Propos recueillis en express à la terrasse d'un bistrot du XVème
arrondissement, entre métro aérien, circulation animée
et foule de badauds en bruit de fond.
Vous aviez donc envie à
votre tour de faire de la télévision ?
Je n'éprouvais ni envie spéciale ni refus catégorique.

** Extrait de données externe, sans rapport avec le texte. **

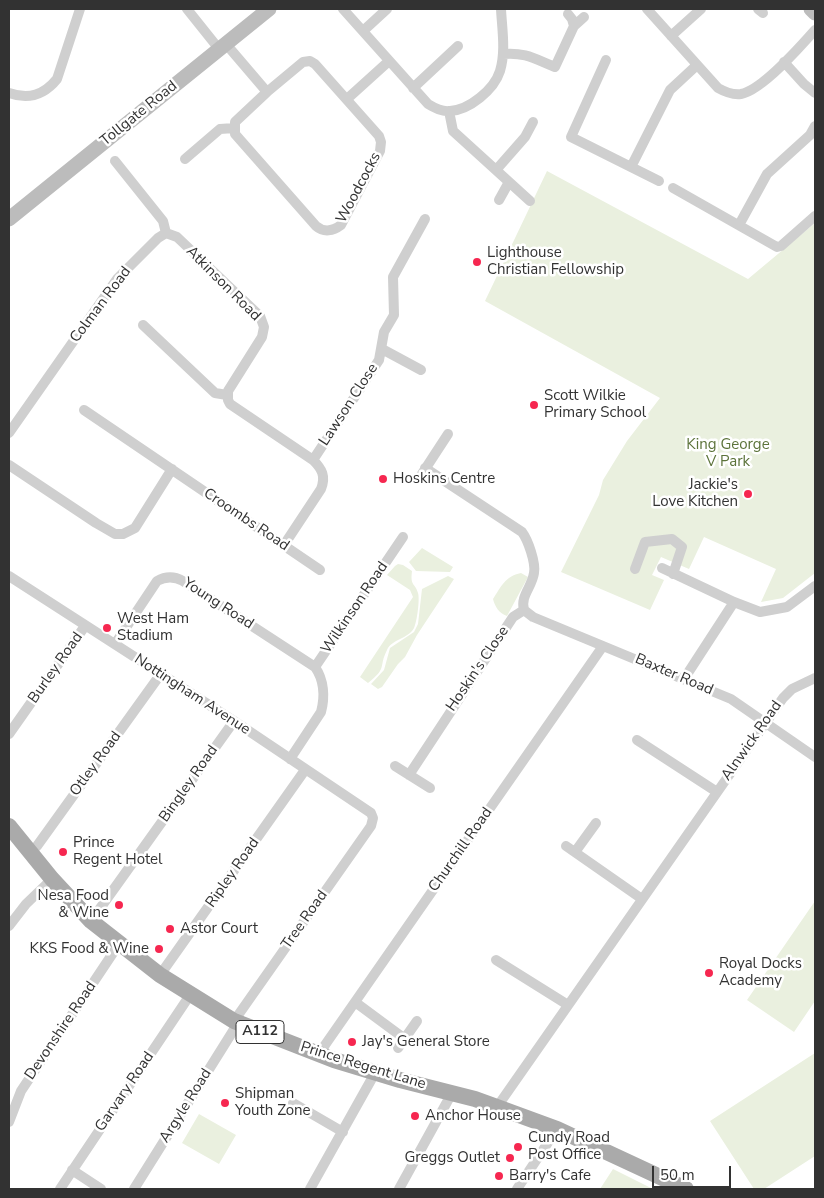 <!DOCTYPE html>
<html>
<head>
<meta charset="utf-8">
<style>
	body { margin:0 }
	#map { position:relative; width:824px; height:1198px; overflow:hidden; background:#fff; font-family:"Nunito Sans",sans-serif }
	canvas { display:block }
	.frame { position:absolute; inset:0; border:10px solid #323232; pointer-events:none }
	.scale { position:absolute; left:652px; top:1166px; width:79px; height:22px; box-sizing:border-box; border:2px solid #323232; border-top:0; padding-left:6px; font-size:15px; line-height:18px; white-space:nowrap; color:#323232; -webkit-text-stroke:4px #fff; paint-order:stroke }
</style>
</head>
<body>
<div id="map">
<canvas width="824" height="1198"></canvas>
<div class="frame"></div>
<div class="scale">50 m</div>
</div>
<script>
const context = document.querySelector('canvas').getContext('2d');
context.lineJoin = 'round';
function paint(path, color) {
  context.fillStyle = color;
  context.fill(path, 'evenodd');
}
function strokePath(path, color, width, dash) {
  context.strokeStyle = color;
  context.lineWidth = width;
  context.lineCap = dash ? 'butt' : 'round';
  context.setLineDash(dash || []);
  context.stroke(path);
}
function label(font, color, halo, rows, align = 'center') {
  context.font = font + ' "Nunito Sans",sans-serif';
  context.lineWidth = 5;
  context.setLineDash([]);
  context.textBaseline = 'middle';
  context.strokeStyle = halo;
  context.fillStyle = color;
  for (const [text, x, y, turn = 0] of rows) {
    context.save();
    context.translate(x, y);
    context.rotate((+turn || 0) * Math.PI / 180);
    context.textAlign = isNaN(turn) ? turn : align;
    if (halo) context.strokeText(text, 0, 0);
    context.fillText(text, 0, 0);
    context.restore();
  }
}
const green = new Path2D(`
	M547 171 748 279 815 223V573L783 598 761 602 776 569 704 537 689 569 661 557 652 575 664 580 650 610 561 572 599 495 603 480 627 441 660 398 485 301Z
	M422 548 453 567 450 572 416 571 409 562Z
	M398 564 403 565 412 571C410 587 415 582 418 593 420 599 417 622 414 628 408 639 392 639 387 650 378 668 388 667 368 683L360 677 413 597 410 590 387 575 395 566Z
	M521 573 528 577 507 616C499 613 495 607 493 599 501 587 505 576 521 573Z
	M448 576 454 579 417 635 405 657 398 664 382 687 378 689 371 684 384 670 390 648 414 632 418 624 422 589Z
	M815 901V1001L794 1032 747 1000Z
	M815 1053V1156L764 1189H754L710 1121Z
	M199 1114 236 1135 219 1164 182 1143Z
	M613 1169 649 1187 654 1189H600Z`);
const street = new Path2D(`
	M187 9 219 49
	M343 9 428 104C435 108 442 112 450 111 469 110 494 90 500 71 506 51 502 29 501 9
	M647 9 718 88C725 92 732 95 741 94 762 90 800 47 815 30
	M758 9 763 13
	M568 14 572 19 574 26
	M363 31 387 9
	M671 36 701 9
	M226 44 267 92 303 62 310 61 315 64 379 136 381 142 380 151 341 225C333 231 324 233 316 226L235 134V122L267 92
	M503 54C525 52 535 59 555 67L574 26 584 17
	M606 60 571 137 659 181
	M784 62 804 84 815 93
	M413 88 458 46
	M9 93C29 100 44 95 57 79L80 9
	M347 99 389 61
	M449 111 453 131 530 201
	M185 159 220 129 234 128
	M115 161 163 221 166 233
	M631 167 670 90 697 65
	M496 170 525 137 533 122
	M673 188 777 247 781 246 815 216
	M499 200 509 182
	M739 225 767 174 810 135 815 126
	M166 233 177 237 260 316 264 327 262 337 228 391V400L230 404 313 460C322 469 326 476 321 489L284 545
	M143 325 215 393 227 395
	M382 349 421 370
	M84 410 320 570
	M9 433 117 279 158 238 166 233
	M313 460 379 360 384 332 394 315 393 277 425 219
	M9 465 96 523 115 534H123L135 528 172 469
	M425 468 522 532C528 540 536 563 534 573 532 587 520 596 524 610
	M418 480 448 434
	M662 568 734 602 760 612 787 607 815 586
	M635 569 645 542 672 539 682 547 673 574
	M9 576 234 721 371 813 373 818 371 826 234 1021
	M524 610 533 617 731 699 815 757
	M115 644 157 581C166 576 174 576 183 581L315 667C324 680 325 697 321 712L290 759
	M315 667 403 537
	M684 679 734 602
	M9 734 85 626
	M637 740 717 792
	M395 766 430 788
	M409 775 513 617 524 610
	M566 846 642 899
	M31 852 37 846 160 675
	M575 852 596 823
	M91 921 234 721
	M9 926 26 904 52 879
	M496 960 568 1005
	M160 975 305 770
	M355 1002 405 1039
	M398 1048 417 1021
	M320 1055 325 1045 603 646
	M293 1103 343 1132
	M497 1107 783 698 792 689 815 678
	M9 1122 21 1091 119 944
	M72 1170 101 1189
	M60 1189 190 995
	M134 1189 238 1023
	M310 1189 375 1073
	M399 1189 452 1093
	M517 1189 557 1129`);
const secondary = new Path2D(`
	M811 9 815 13
	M9 219 269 9`);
const primary = new Path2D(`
	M9 826 52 879 91 921 160 975 234 1021 334 1060 400 1080 475 1099 497 1107 557 1129 686 1189`);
const markers = [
	[477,262,5,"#f62750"],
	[534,405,5,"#f62750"],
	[383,479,5,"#f62750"],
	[748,494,5,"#f62750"],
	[107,628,5,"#f62750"],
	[63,852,5,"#f62750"],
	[119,905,5,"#f62750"],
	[170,929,5,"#f62750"],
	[159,949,5,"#f62750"],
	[709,973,5,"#f62750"],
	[352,1042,5,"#f62750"],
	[225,1103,5,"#f62750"],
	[415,1116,5,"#f62750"],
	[518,1147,5,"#f62750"],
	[510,1158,5,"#f62750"],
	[499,1176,5,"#f62750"]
];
const shields = [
	[260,1032,48]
];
const shieldNames = [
	["A112",260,1032]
];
const streetNames = [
	["Tollgate Road",139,114,-39],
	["Woodcocks",359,188,-62],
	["Atkinson Road",223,284,45],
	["Colman Road",101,305,-53],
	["Lawson Close",349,405,-57],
	["Croombs Road",246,520,34],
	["Young Road",218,604,33],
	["Wilkinson Road",355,608,-56],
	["Burley Road",56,668,-55],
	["Hoskin's Close",478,669,-56],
	["Baxter Road",674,675,23],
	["Nottingham Avenue",192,695,33],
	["Alnwick Road",752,741,-55],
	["Otley Road",96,764,-54],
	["Bingley Road",189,784,-55],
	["Churchill Road",461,850,-55],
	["Ripley Road",233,873,-55],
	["Tree Road",305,920,-55],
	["Devonshire Road",61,1031,-56],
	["Prince Regent Lane",363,1066,17],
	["Garvary Road",125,1092,-56],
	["Argyle Road",186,1106,-58]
];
const poiNames = [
	["Lighthouse",487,253],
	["Christian Fellowship",487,270],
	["Scott Wilkie",544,396],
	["Primary School",544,413],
	["Hoskins Centre",393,479],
	["Jackie's",738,485,"right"],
	["Love Kitchen",738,502,"right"],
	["West Ham",117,619],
	["Stadium",117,636],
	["Prince",73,843],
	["Regent Hotel",73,860],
	["Nesa Food",109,896,"right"],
	["& Wine",109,913,"right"],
	["Astor Court",180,929],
	["KKS Food & Wine",149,949,"right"],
	["Royal Docks",719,964],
	["Academy",719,981],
	["Jay's General Store",362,1042],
	["Shipman",235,1094],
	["Youth Zone",235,1111],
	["Anchor House",425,1116],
	["Cundy Road",528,1138],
	["Post Office",528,1155],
	["Greggs Outlet",500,1158,"right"],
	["Barry's Cafe",509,1176]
];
const parkNames = [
	["King George",728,445],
	["V Park",728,462]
];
paint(green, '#eaf0df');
strokePath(street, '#cfcfcf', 10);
strokePath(secondary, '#bcbcbc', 15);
strokePath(primary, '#aaa', 16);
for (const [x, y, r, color] of markers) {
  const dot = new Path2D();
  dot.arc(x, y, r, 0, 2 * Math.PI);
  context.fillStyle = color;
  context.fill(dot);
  strokePath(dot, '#fff', 2);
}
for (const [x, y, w] of shields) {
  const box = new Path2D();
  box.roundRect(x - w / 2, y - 11.5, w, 23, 4);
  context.fillStyle = '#fff';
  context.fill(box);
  strokePath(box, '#323232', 1);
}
label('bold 14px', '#323232', null, shieldNames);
label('15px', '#323232', '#fff', streetNames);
label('15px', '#323232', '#fff', poiNames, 'left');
label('15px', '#5c733a', '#fff', parkNames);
</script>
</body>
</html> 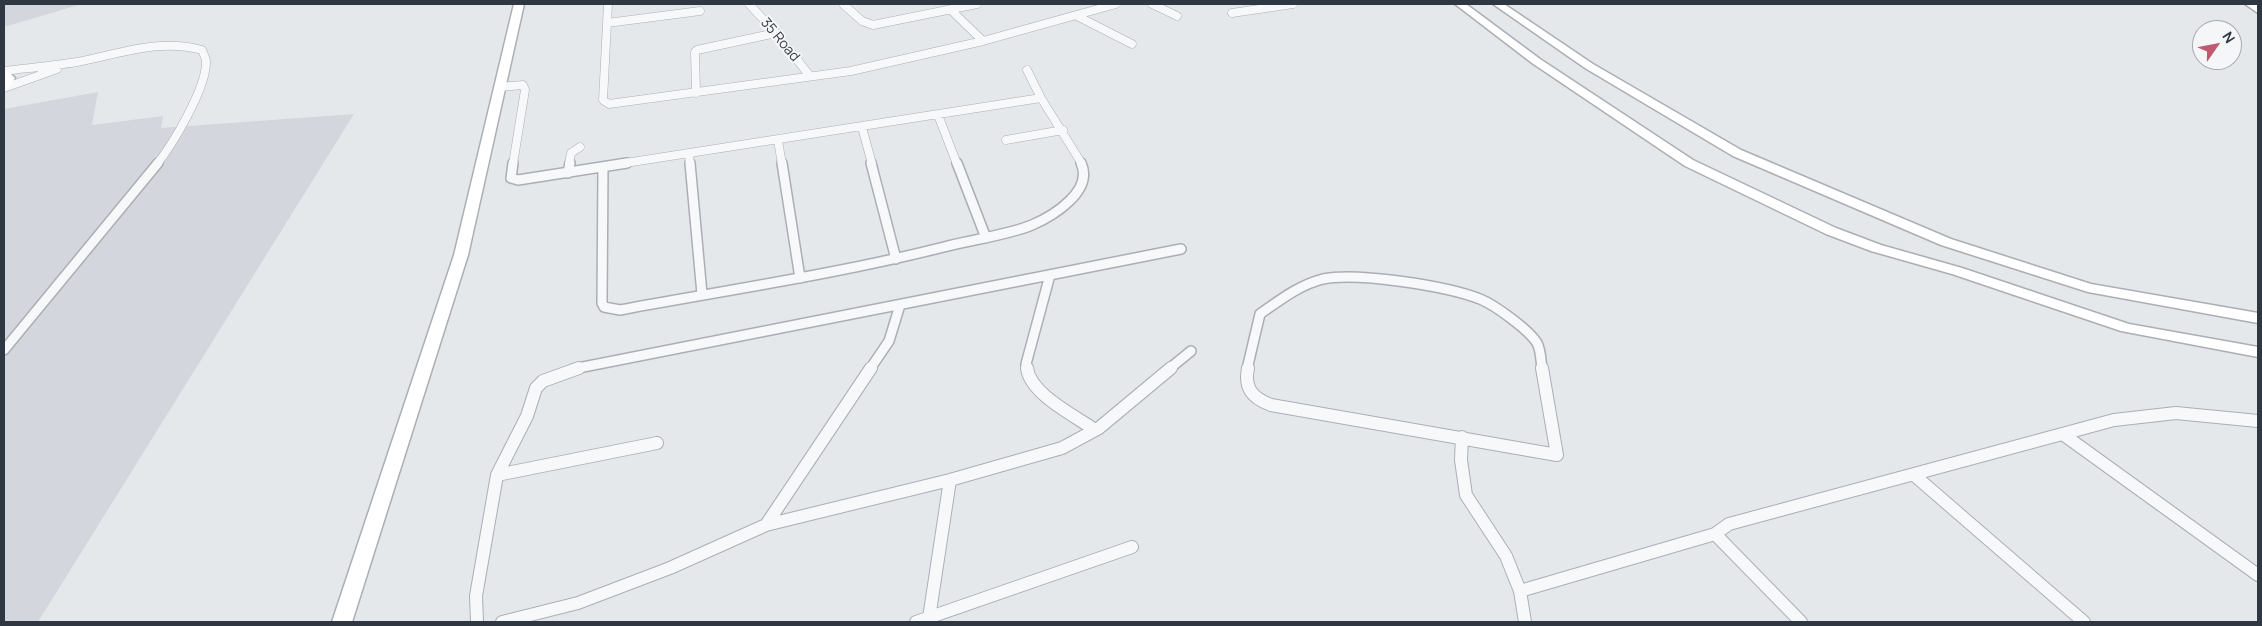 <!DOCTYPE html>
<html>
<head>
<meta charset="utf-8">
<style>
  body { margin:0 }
  #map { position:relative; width:2262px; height:626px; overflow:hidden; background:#e5e8eb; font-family:Manrope,sans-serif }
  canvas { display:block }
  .frame { position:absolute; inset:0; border:5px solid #2e3742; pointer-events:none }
  .north { position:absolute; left:2192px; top:20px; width:50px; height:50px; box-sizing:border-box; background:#f5f6f8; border:1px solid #a5aaaf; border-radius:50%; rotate:57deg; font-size:14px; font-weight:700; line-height:20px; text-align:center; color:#2e3742 }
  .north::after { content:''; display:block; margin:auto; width:18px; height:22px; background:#c05a71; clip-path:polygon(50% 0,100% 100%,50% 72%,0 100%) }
</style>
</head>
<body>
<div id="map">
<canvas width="2262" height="626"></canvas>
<div class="frame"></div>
<div class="north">N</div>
</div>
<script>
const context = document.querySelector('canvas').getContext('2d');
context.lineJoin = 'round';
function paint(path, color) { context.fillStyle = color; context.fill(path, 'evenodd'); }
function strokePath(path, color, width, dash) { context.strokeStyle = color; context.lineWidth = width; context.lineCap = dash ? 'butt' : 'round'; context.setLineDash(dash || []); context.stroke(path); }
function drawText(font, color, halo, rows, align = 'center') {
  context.font = font + ' Manrope,sans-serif'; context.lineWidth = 4; context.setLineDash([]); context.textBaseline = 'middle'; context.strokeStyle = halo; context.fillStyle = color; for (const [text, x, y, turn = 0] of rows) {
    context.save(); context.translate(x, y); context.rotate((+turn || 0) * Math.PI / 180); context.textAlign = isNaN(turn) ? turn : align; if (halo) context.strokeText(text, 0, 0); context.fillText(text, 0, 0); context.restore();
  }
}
const built = new Path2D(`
  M4,4H82L4,27Z
  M98,92L92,125L163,116L161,128L354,114L38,622H4V109Z`);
const streetFar2 = new Path2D(`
  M608,4L603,100L609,104L851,71L983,41L1116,4
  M749,4L776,33L810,76
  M843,4L862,21L873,25L977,4
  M1152,4L1177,16
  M951,10L983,41
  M1232,13L1293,4
  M1077,16L1132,44
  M607,23L700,11
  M4,71C28,68 53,66 77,62C120,54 158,38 202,50C203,53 206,58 206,61C207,87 173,144 157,164
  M499,87L523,85L525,90L513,164
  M4,88L57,69
  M696,93L695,52L697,50L776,33
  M1041,98L1082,164
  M938,115L957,164
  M862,127L872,164
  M1006,140L1063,130
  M778,141L782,164
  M689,155L690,164
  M569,164L571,153L580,147
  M619,164L1041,98L1027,70`);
const streetFar1 = new Path2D(`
  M513,163L511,178L518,180L627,163
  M690,163L702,294
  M782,163L800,278
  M871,163L896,259
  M957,163L986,238
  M603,167L602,303L604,307L620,310C728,290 837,274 944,247C970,240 1008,235 1032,225C1053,216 1094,191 1081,163
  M568,173L570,163
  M4,350L158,163
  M573,369L1181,249
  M870,369L889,341L900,305
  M1027,369L1026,364L1050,275
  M1169,369L1191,351
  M1247,369L1260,314C1280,300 1299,285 1323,279C1357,272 1447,286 1480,299C1495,305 1529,330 1537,343C1541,350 1541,362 1542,369`);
const street = new Path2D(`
  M1027,368C1030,394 1074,415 1095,430
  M1248,368C1244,388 1252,398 1271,405L1557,455L1542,368
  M2064,435L2258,575
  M1462,437L1461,460L1466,495L1506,556L1520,591L1525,622
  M497,475L657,443
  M1914,475L2084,622
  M766,525L950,480L1062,448L1099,428L1171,368
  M1520,591L1715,534
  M929,618L950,480
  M477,622L476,596L497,475L527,416L536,388L543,381L579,368
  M502,622L578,603L670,568L766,525L871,368
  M916,622L1132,547
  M1801,622L1715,534L1729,524L2114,420L2176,413L2258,421`);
const secondary = new Path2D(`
  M514,4H524L468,255L352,622H332L454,255Z
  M1455,4H1466L1540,59L1693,160L1836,228L1881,245L1962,268L2129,324L2258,347V357L2121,331L1952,274L1871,251L1826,234L1685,166L1532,63Z
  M1493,4H1504L1593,64L1741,150L1951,239L2091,284L2258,313V323L2088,292L1941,245L1733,156L1585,68Z
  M2245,4L2258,5V13Z
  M4,70L8,71L15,78L8,89L4,90Z`);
const farStreetnames = [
  ["35 Road",780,40,50]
];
paint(built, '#d3d7dd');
strokePath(streetFar2, '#aaafb5', 9);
strokePath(streetFar1, '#aaafb5', 12);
strokePath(street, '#aaafb5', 14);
strokePath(secondary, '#aaafb5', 3);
strokePath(streetFar2, '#f7f8fa', 8);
strokePath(streetFar1, '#f7f8fa', 9);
strokePath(street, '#f7f8fa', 12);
paint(secondary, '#fff');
drawText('14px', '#2e3742', '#f5f6f8', farStreetnames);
</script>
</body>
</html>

J'attendais, avant d'accepter, qu'on me propose quelque chose qui avait
une raison d'être à la télévision plutôt
qu'au cinéma. Dans le cas des "Liaisons dangereuses",
puisqu'il s'agit d'une série en trois épisodes, on a tout
le temps de rentrer, d'approfondir les personnages, ce qu'on ne peut pas
toujours faire au cinéma.
Vous connaissiez Josée
Dayan auparavant ?
J'avais vu ses réalisations. Et puis je l'ai rencontrée
par hasard à New York, où nous avons dîné ensemble
et parlé d'une telle éventualité. Comme je ne m'y
suis pas opposée, elle s'est très vite arrangée pour
concrétiser mon envie, si envie il y avait. Elle a une personnalité
à la fois si forte, directe, et si délicate. Je me suis
dit pourquoi pas ?
Le rôle de Madame de Merteuil
avait aussi de quoi séduire !
C'est un personnage comme il est rare d'en trouver au cinéma, qui
existe davantage au théâtre. Le genre de rôle qu'à
un certain moment dans la carrière d'une actrice, on ne vous propose
pas. C'est un grand personnage, parce que c'est une femme amoureuse. Même
si elle est perverse. Mais on a toutes les excuses lorsqu'on est amoureux.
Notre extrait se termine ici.